Il mondo di Berlinguer e Craxi non esiste più e questo ai nostri occhi, che li osservano oggi da un altro mondo, contribuisce a farceli vedere non solo nelle differenze ma anche in ciò che li accomunava. Nonostante tale distanza, possiamo dire che non c’è stata un’adeguata elaborazione critica di questo passato”. Giampiero Calapà, “Squarcio rosso: Berlinguer, Craxi e la sinistra in pezzi” (Bordeaux editore)
Si stava meglio quando si stava peggio può non essere il solito luogo comune a cui aggrapparsi quando intorno a noi le cose ci deludono o sembrano precipitare. Se osserviamo con attenzione il susseguirsi delle stagioni della politica italiana, fino a che punto è possibile tracciare un paragone tra l’attuale classe dirigente formata dalle Meloni, dai Salvini, dai Conte, dalle Schlein con l’epoca, per esempio, nella quale Enrico Berlinguer duellava con Bettino Craxi, quando la Democrazia cristiana era guidata da personalità come Ciriaco De Mita o Guido Bodrato?

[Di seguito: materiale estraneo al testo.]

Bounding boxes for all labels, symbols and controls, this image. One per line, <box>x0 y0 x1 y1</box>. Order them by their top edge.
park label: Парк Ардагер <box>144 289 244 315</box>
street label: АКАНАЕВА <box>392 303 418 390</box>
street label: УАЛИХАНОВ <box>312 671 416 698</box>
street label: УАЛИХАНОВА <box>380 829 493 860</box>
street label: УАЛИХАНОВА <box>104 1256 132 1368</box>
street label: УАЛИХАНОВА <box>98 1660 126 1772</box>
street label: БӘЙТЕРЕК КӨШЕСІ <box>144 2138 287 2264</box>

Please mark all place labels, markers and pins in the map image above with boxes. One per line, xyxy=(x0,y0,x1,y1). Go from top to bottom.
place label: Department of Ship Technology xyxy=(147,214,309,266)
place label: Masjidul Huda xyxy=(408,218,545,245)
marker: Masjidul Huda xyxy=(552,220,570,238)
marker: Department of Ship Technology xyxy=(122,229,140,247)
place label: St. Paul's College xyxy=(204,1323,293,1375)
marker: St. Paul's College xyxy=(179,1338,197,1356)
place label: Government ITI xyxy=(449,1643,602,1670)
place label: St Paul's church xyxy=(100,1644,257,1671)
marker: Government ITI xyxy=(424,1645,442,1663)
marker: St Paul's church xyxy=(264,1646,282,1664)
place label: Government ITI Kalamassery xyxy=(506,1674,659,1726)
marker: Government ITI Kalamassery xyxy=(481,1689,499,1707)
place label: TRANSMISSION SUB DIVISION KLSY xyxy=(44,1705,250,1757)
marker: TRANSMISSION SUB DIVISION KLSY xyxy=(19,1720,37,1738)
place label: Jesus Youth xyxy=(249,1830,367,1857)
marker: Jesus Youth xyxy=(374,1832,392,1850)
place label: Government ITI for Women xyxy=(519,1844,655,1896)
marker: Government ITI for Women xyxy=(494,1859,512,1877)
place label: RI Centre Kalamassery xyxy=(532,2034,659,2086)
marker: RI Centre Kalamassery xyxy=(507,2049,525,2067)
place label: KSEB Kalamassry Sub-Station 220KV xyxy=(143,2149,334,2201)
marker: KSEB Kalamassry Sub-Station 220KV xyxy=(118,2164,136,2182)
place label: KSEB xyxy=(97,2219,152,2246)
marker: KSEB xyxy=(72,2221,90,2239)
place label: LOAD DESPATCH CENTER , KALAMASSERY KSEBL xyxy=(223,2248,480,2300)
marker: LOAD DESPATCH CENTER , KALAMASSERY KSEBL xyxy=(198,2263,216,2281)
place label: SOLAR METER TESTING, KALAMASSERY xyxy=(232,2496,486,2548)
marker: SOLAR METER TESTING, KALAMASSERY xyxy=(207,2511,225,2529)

Sono nomi questi che non pronunciamo a caso. Bodrato, che ci ha lasciati pochi giorni fa, alla soglia dei novant’anni, non era soltanto il galantuomo che molti cronisti della mia generazione hanno avuto il privilegio di conoscere e raccontare. Bodrato fu molto di più, la punta di lancia di quella sinistra Dc che aveva saputo saldare la dottrina sociale giovannea, poi culminata nella “Populorum progressio” di Paolo VI, con la spinta riformista scaturita dalle lotte operaie e dall’irrompere sulla scena dei movimenti studenteschi.
Fu la fase forse più riformatrice della nostra storia contemporanea: sul piano dei diritti (divorzio e aborto) e dei massicci interventi per dotare lo Stato di un Servizio sanitario nazionale modello (almeno finché non fu dissanguato dalla voracità del sottogoverno manovrato dagli interessi privati). Un’epoca di grandi fermenti di cui Bodrato, con la sua etica un po’ calvinista, fu sicuro riferimento. Di Ciriaco De Mita molto si è parlato martedì scorso a Montecitorio dopo la visione del film-intervista (promossa dall’avellinese doc Gianfranco Rotondi) nel corso della quale, a un anno dalla scomparsa, l’ex segretario Dc e presidente del Consiglio ha dispiegato tutta la sua lucida “cattiveria”. In particolare su Silvio Berlusconi (“uno che pensa solo ai suoi affari”) e su Matteo Renzi, già da lui massacrato in un epocale dibattito televisivo alla vigilia del referendum costituzionale del 2016, e accomunato ai tanti che “emettono suoni e non pensieri”.
Sui “duellanti” Craxi e Berlinguer e sull’epopea di uno scontro non soltanto politico ma culturale e umano, il libro di Calapà si legge come un romanzo. Due pesi massimi della politica la cui contrapposizione ha incarnato la doppia faccia della sinistra italiana – quella cosiddetta decisionista e quella popolare – che una volta venuti meno i protagonisti (uno travolto da Tangentopoli, l’altro stroncato sul palco di Padova dalla sua stessa commovente e appassionata militanza) ha lasciato la sinistra disorientata e impantanata.
Fino a oggi. Dicano i lettori se queste brevi note rievocative sono il frutto della nostalgia di chi ha vissuto quelle stagioni, o poco di più. O se guardando ciò che era l’Italia ieri farebbero volentieri a cambio con ciò che è l’Italia oggi.